Mixed media artist Zhou Tao’s new film, The Periphery of the Base, playing now at Cinéma du Réel and totalling just 53 minutes across a series of long takes, functions in phases. In the early going, the camera’s operation, which is credited to Zhou (as is the film’s editing), feels alternately mechanical and organic. Movement, zoom, and focus all shift, and whether with the broad actions of automation or the palpable twitch of human touch, there is an overwhelming precision. As this oscillation occurs, there is another one in subject. Sometimes, the camera’s aim seems attached to the people around the titular base, a nebulous infrastructure project, but at other times, it feels more attuned to the landscape, or even entirely aimless. These two alternations have an intrinsic connection — for one, each has humanism as one of its poles — but their phases are out of shift, resulting in a fascinating interference pattern. When the subject of the frame is human, this means Zhou flits between the recognizable aesthetics of surveillance and voyeurism. But with these two unsynced waves of the film’s first movement, he is able to explore not only the interval between these two aesthetics, but a largely unfamiliar plane constructed from interval’s orthogonal. These hints of identification serve only to further defamiliarize the alien terrain Zhou explores both literally and aesthetically.

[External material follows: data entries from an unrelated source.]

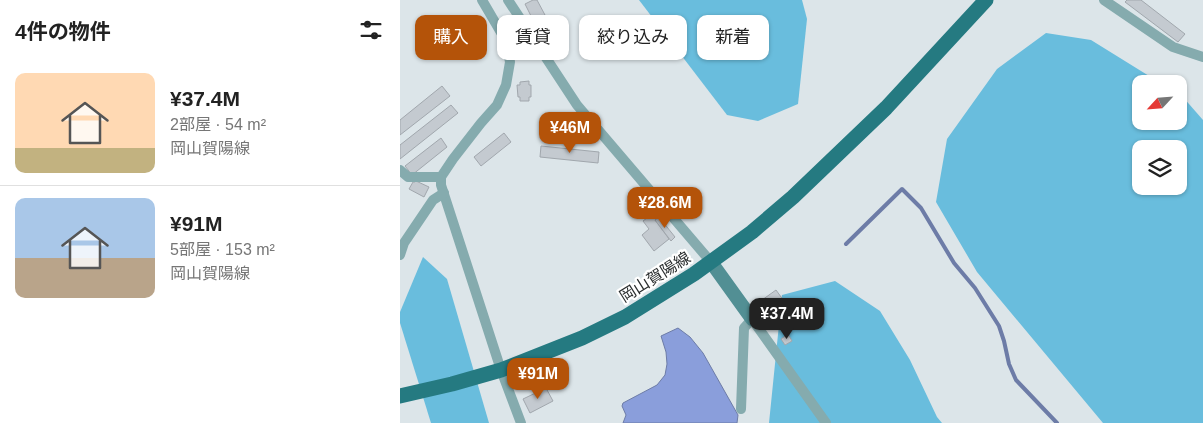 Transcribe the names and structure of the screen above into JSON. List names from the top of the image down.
{
  "streets": {
    "main road": ["岡山賀陽線"]
  },
  "north": "bottom left",
  "page": {
    "heading": "4件の物件",
    "chip": [
      "購入",
      "賃貸",
      "絞り込み",
      "新着"
    ],
    "list": [
      {
        "name": "¥37.4M",
        "note": "2部屋 · 54 m² · 岡山賀陽線"
      },
      {
        "name": "¥91M",
        "note": "5部屋 · 153 m² · 岡山賀陽線"
      }
    ],
    "price": [
      "¥46M",
      "¥28.6M",
      "¥37.4M",
      "¥91M"
    ]
  }
}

The same effect takes place with the film’s dialogue, which seems to have been captured at a distance, perhaps by a shotgun mic, and is thus obstructed by passing trucks, just as the image is. The film’s longest dialogue sequence takes place across a single shot of two men on a meal break, and though their grousing about an inept and unproductive manager is imminently recognizable, a story one of the men tells involving a baby goose that seems to emerge dead several times from its egg is rendered fable-like by the visual/aural interruptions.
In the film’s second half, Zhou embraces abstraction. As a sandstorm seems to necessitate adjustment of exposure, contrast, and color temperature, he also pushes the zoom and focus to their extremes. The oscillation is now elementally visual; at one point a series of red lights rendered as broad discs flash on and off, their phases, again, out of sync. As the film’s figures — humans, animals, machines, the land and the sky — are rendered more and more indistinguishable, mere forms, it becomes more and more enchanting. The recognizable aesthetic, which the film still exists more around than within, is no longer surveillance or voyeurism but the abstract avant-garde. The infrastructure project the film takes as its top-level subject is inconceivable; the press notes make no attempt to describe or determine it. Neither description nor determination is the film’s project either. Faced with an unrepresentable subject, Zhou chooses to represent unrepresentability.
Published as part of Cinéma du Réel 2024.